Algorithm Da-Faster SA-Da-Faster SMNN-MSFF Ours
White 0.78 0.63 0.64 0.77
Black 0.8 0.52 0.65 0.73
Orange 0.8 0.83 0.75 0.77
Silver grey 0.85 0.27 0.34 0.54
Grass green 0.69 0.8 0.84 0.82
Deep grey 0.73 0.27 0.45 0.54
Scarlet 0.77 0.65 0.49 0.8
Gray 0.17 0.04 0.25 0.12
Red 0.59 0.65 0.46 0.61
Green color 0.76 0.85 0.6 0.75
champagne 0.57 0.17 0.33 0.28
Dark blue 0.68 0.39 0.54 0.55
Blue 0.72 0.58 0.59 0.74
Dark brown 0.45 0.07 0.38 0.27
Brown 0.27 0.38 0.32 0.21
Yellow 0.52 0.66 0.31 0.31
Lemon yellow 0.87 0.96 0.57 0.43
Dark orange 0.61 0.63 0.34 0.99
Dark green 0.37 0.3 0.57 0.09
Salmon 0.27 0.33 0.37 0.38
Earth yellow 0.64 0.47 0.66 0.09
Green 0.61 0.08 0.17 0.73
Pink 0.55 0.7 0.91 0.58
Purple 0.00 0.00 0.22 0.00
Mean accuracy(%) 46.15 47.65 48.69 49.88
Conclusion

How to overcome the influence of bad weather conditions on the image data quality and ensure the accuracy of the detection system under various weather conditions is of great significance to improve the safety of automatic driving and the reliability of intelligent transportation systems.
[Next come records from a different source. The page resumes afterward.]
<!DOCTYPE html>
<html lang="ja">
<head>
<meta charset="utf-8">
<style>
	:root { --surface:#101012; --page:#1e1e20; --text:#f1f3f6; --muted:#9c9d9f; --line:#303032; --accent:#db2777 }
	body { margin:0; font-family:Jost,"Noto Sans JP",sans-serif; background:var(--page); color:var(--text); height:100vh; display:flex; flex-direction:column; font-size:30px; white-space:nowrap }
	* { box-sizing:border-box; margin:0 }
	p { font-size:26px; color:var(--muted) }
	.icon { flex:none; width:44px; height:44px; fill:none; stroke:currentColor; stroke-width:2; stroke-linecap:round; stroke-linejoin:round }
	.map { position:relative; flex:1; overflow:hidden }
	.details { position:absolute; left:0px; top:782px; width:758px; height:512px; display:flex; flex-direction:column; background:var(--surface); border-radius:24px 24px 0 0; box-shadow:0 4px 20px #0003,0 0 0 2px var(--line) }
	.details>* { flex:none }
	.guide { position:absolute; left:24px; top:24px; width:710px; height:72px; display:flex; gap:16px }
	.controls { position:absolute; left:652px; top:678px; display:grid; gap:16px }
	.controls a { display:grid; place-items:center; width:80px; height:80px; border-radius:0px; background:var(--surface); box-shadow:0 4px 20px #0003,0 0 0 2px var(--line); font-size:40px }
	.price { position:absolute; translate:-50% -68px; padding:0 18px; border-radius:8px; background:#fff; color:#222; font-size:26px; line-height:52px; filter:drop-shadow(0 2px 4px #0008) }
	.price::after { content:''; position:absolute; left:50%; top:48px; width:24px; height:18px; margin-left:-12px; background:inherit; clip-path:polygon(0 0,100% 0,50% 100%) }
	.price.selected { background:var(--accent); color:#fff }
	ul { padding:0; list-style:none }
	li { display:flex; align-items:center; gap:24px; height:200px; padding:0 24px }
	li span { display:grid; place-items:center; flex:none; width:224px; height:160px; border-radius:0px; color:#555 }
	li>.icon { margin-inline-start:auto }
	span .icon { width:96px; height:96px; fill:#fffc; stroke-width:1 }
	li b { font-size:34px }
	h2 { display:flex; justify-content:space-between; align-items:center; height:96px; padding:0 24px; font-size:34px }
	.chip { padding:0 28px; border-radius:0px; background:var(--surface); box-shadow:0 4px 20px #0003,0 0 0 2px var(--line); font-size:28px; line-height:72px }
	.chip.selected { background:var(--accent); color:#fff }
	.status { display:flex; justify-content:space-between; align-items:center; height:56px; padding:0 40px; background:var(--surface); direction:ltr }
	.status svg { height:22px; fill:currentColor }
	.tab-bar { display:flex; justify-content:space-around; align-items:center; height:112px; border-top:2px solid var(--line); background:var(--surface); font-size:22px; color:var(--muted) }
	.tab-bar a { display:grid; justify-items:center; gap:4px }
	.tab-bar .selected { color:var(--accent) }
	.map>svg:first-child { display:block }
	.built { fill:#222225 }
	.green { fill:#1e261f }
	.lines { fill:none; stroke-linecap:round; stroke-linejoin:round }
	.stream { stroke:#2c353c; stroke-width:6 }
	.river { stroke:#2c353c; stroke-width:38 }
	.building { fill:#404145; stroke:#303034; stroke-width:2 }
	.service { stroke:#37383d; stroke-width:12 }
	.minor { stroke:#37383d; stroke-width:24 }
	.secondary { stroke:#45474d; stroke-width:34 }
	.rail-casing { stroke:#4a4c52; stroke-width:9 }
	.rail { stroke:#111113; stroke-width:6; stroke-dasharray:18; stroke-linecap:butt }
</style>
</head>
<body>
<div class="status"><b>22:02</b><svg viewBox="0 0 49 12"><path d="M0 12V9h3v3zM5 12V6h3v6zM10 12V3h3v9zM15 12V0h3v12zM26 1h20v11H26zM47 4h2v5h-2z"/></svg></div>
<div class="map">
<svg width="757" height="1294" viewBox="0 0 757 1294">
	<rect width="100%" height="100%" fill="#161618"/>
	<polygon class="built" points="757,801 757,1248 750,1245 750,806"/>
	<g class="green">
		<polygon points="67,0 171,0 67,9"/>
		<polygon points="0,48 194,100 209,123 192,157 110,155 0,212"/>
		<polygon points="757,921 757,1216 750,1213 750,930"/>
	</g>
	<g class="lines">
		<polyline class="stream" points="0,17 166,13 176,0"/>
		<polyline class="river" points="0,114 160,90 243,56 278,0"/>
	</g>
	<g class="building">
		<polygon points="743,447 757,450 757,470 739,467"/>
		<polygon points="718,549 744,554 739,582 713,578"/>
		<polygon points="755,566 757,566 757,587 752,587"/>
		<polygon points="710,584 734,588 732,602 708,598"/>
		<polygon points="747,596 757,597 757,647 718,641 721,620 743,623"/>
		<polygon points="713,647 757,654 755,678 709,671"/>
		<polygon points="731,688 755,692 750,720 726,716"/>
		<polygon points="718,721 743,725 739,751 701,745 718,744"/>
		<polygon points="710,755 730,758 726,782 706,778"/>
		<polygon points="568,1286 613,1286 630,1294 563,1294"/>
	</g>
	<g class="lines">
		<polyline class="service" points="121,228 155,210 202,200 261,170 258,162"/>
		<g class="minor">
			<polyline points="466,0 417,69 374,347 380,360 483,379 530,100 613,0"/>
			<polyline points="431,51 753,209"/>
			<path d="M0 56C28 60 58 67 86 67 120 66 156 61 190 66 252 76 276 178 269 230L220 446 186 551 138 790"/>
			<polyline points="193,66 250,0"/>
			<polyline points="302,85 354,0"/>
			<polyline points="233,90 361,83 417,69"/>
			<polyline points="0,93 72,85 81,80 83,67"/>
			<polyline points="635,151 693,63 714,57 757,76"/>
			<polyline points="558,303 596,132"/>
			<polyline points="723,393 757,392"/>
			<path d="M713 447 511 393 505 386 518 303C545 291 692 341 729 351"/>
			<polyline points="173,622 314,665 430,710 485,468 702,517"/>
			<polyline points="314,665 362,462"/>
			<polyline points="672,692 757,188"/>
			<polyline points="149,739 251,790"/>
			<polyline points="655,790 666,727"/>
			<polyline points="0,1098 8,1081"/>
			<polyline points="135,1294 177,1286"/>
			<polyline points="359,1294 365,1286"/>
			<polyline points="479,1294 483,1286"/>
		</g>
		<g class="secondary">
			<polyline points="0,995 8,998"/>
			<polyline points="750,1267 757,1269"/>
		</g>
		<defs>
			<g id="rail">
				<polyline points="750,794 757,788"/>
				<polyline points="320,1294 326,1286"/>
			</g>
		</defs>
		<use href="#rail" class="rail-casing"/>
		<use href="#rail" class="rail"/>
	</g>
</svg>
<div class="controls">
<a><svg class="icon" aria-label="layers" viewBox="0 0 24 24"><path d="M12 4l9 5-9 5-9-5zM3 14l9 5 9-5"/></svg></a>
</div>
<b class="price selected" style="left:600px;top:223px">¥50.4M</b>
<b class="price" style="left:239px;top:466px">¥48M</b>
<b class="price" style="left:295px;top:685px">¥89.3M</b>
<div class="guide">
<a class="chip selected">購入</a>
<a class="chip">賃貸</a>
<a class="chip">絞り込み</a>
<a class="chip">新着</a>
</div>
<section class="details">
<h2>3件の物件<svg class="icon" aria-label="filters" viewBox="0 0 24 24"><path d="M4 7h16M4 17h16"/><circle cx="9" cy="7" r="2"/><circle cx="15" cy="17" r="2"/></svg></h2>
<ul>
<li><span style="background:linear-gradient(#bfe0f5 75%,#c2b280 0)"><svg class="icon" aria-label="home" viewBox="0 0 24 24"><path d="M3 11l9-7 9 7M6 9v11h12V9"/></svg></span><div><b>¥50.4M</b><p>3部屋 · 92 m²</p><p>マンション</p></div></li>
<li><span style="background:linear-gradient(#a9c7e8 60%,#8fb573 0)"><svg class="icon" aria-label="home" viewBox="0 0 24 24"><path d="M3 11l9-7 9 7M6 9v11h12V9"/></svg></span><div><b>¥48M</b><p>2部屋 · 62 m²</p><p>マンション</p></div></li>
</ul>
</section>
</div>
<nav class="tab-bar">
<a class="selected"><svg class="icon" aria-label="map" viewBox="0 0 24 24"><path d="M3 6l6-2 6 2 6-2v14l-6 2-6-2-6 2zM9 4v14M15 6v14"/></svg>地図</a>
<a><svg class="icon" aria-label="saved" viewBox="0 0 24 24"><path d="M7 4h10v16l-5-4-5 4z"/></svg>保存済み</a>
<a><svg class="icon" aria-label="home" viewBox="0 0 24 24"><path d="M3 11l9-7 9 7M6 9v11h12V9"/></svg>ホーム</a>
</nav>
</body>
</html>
In this paper, the vehicle target detection method for rain and fog scene is studied, and the experimental results are as follows:

In this paper, we design the dynamic vehicle target detection technique based on GAN with dynamic fuzzy compensation technique, and evaluate the performance of this paper’s method under various data strategies. In the quantitative evaluation experiments on a single type of dataset (rain pattern), this paper’s algorithm has a PSNR 5dB higher than CCN in RS_syn. It is demonstrated that this paper’s method can outperform the other state-of-the-art de-raining methods by a large number of experiments.

In the rain and fog scene data-derived effectiveness experiments, the experimental results show that the proposed model in this paper achieves 75.6%, 54.8% and 67.1% in precision, recall and detection accuracy, which is excellent and can accurately detect vehicles of different colors.